- Theatrical release poster
- Spanish: La mala madre
- Directed by: Alicia Albares
- Produced by: Paloma Mora; Alberto Díaz;
- Starring: Thaïs Blume; Alex Gadea; Javier Pereira;
- Cinematography: Gabo Guerra
- Edited by: Vicente Ibáñez; Ernesto Arnal;
- Music by: Marina Ortega
- Production companies: Mordisco Films; Admirable Films;
- Release date: 9 October 2026 (Sitges);
- Running time: 88 minutes
- Country: Spain
- Language: Spanish

= Dreadful Mother =

2026 Spanish horror film

Dreadful Mother (La mala madre) is an upcoming Spanish psychological horror film directed by Alicia Albares in her directorial debut. Starring Thaïs Blume it follows Victoria, who wakes up with a broken arm in a country house where she has been kidnapped.

It will premiere in Panorama section on 9 October 2026 at the 59th Sitges Film Festival.

==Synopsis==
The film follows Victoria, a woman who wakes up injured and confused in an isolated mansion with no memory of how she arrived there. A doctor and a nun care for her, claiming that she is recovering from a serious accident that killed her daughter. However, Victoria gradually realizes that she is being held against her will. As she searches for answers, she uncovers disturbing secrets involving her daughter, abductions and murders.

==Cast==
- Thaïs Blume
- Alex Gadea
- Javier Pereira
- Marina Alegre
- Mariana Cordero
- Lluna Aldasoro
- Jordi Aguilar
- Domenec de Guzman
- Àngel Fígols

==Production==
In 2022, the film was selected at the fourth edition of Fantastic 7 held jointly by Sitges International Fantastic Film Festival and Marché du Film and run at 2022 Cannes Film Festival.

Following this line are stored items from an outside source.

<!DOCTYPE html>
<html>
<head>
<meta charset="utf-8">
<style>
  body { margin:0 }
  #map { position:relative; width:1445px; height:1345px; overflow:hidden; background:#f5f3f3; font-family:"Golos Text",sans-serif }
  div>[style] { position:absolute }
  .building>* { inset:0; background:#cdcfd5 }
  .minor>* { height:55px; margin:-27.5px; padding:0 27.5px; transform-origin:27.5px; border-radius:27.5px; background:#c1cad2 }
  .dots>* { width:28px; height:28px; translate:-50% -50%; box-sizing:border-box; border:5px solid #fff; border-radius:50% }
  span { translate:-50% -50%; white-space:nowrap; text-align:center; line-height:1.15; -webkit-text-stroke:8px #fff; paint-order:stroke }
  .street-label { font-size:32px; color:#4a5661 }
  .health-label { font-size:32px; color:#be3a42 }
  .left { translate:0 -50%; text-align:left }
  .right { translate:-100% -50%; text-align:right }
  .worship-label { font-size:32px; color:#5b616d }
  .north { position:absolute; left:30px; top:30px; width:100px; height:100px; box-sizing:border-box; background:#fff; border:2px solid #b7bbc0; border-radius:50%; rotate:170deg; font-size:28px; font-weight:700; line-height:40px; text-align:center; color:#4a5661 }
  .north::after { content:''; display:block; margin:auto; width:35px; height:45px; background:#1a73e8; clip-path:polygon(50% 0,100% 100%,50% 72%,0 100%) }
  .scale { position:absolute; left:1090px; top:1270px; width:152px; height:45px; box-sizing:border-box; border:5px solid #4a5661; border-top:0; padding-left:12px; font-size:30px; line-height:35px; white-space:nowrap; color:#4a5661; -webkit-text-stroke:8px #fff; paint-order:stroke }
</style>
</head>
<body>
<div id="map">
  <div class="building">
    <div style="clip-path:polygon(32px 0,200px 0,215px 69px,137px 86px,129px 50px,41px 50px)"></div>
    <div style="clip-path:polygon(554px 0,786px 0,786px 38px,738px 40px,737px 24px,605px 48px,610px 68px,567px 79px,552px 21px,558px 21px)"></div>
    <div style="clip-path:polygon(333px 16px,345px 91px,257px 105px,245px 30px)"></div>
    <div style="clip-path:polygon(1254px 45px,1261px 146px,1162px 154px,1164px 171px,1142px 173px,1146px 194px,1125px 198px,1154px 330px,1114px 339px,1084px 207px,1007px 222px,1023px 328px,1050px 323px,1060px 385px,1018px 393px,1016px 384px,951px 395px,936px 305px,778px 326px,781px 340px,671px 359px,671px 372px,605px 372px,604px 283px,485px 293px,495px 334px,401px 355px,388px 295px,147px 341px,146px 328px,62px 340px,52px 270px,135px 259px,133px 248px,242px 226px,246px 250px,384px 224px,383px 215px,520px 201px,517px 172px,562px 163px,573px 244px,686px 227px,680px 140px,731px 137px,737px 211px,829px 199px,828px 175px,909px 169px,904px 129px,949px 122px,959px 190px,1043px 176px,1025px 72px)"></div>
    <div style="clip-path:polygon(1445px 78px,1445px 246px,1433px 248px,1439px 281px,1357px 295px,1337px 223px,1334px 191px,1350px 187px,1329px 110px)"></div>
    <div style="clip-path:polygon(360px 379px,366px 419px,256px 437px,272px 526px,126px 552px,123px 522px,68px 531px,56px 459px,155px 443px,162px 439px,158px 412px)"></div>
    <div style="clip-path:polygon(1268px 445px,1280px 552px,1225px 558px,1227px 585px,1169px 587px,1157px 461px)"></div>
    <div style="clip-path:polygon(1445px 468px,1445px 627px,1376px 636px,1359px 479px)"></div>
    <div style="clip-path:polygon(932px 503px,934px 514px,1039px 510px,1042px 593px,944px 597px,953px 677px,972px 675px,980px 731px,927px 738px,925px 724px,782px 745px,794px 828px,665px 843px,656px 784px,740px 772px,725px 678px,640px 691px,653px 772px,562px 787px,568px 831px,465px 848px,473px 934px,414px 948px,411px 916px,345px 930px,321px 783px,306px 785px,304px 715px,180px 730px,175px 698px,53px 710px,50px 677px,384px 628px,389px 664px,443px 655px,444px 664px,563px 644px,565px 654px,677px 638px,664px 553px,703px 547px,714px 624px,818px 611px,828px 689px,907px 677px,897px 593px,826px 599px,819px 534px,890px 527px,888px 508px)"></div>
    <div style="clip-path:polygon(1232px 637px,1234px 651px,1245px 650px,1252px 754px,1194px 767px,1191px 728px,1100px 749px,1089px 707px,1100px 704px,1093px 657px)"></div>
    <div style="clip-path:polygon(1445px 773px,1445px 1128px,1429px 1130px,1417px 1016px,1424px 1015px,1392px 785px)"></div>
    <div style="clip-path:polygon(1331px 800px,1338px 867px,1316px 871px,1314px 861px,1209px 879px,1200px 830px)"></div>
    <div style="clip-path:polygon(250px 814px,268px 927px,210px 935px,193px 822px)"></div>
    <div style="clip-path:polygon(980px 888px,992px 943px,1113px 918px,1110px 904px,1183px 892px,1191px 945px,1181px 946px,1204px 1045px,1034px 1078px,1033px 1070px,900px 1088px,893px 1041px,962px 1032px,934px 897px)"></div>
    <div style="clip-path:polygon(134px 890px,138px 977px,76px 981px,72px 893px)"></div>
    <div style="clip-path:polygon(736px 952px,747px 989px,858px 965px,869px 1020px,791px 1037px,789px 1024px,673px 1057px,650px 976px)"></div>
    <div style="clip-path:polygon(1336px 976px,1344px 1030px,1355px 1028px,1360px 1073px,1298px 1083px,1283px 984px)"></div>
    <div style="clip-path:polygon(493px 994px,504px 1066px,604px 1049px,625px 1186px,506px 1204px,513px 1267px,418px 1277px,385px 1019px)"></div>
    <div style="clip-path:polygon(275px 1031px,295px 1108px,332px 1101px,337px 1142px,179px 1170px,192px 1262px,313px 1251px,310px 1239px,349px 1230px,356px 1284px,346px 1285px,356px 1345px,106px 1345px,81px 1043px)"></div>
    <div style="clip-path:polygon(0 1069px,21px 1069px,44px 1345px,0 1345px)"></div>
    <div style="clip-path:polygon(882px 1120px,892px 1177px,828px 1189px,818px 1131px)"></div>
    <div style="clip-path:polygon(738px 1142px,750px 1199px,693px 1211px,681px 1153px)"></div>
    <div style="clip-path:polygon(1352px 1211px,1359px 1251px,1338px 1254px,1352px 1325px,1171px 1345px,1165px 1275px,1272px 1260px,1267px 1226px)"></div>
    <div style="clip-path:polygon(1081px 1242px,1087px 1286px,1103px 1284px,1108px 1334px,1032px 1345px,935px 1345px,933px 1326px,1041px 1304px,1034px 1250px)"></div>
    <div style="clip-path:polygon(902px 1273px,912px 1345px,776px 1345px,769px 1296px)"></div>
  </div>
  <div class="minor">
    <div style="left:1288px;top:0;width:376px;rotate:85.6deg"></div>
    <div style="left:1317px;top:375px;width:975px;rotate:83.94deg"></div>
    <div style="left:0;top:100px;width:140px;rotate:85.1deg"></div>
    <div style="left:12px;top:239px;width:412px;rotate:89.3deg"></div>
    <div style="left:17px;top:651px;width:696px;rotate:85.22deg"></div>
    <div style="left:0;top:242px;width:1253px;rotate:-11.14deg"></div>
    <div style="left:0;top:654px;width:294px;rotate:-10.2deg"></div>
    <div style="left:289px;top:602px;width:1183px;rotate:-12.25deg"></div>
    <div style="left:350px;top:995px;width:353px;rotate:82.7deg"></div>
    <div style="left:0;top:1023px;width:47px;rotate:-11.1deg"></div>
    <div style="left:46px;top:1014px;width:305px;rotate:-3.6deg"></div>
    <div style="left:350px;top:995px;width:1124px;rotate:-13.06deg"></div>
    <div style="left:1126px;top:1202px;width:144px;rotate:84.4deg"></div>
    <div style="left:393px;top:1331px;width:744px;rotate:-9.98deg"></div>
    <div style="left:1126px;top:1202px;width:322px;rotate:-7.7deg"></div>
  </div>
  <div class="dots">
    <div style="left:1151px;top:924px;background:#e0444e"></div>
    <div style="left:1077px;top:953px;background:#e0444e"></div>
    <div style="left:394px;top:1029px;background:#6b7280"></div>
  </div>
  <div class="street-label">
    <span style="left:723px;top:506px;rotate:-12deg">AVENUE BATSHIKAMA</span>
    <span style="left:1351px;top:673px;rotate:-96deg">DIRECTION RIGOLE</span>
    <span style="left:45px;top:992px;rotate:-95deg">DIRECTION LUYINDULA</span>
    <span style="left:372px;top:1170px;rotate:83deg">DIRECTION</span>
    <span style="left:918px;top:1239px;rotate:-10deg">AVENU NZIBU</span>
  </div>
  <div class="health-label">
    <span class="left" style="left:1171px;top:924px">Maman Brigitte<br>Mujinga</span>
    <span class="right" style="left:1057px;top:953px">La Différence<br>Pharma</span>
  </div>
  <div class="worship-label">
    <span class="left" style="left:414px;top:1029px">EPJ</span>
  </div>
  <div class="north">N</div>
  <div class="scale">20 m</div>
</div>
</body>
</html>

The film project received the Estudios GGM Award and the Cinematic Media Award at the Guadalajara Co‑Production Meeting, and it also won first prize at the Alicante Film Festival.

The film produced by Admirable Films and Mordisco Films began principal photography in June 2025 and was shot over six weeks at locations in Moncada, Spain, Paterna, and Serra, Spain, in the Valencian Community.

In 2026, the film was presented by Latido Films at the Cannes Film Market, an annual marketplace for films held in conjunction with 2026 Cannes Film Festival.

==Release==

Dreadful Mother will premiere in Panorama section on 9 October 2026 at the 59th Sitges Film Festival.

Madrid sales company Latido Films acquired the international sales rights of the film.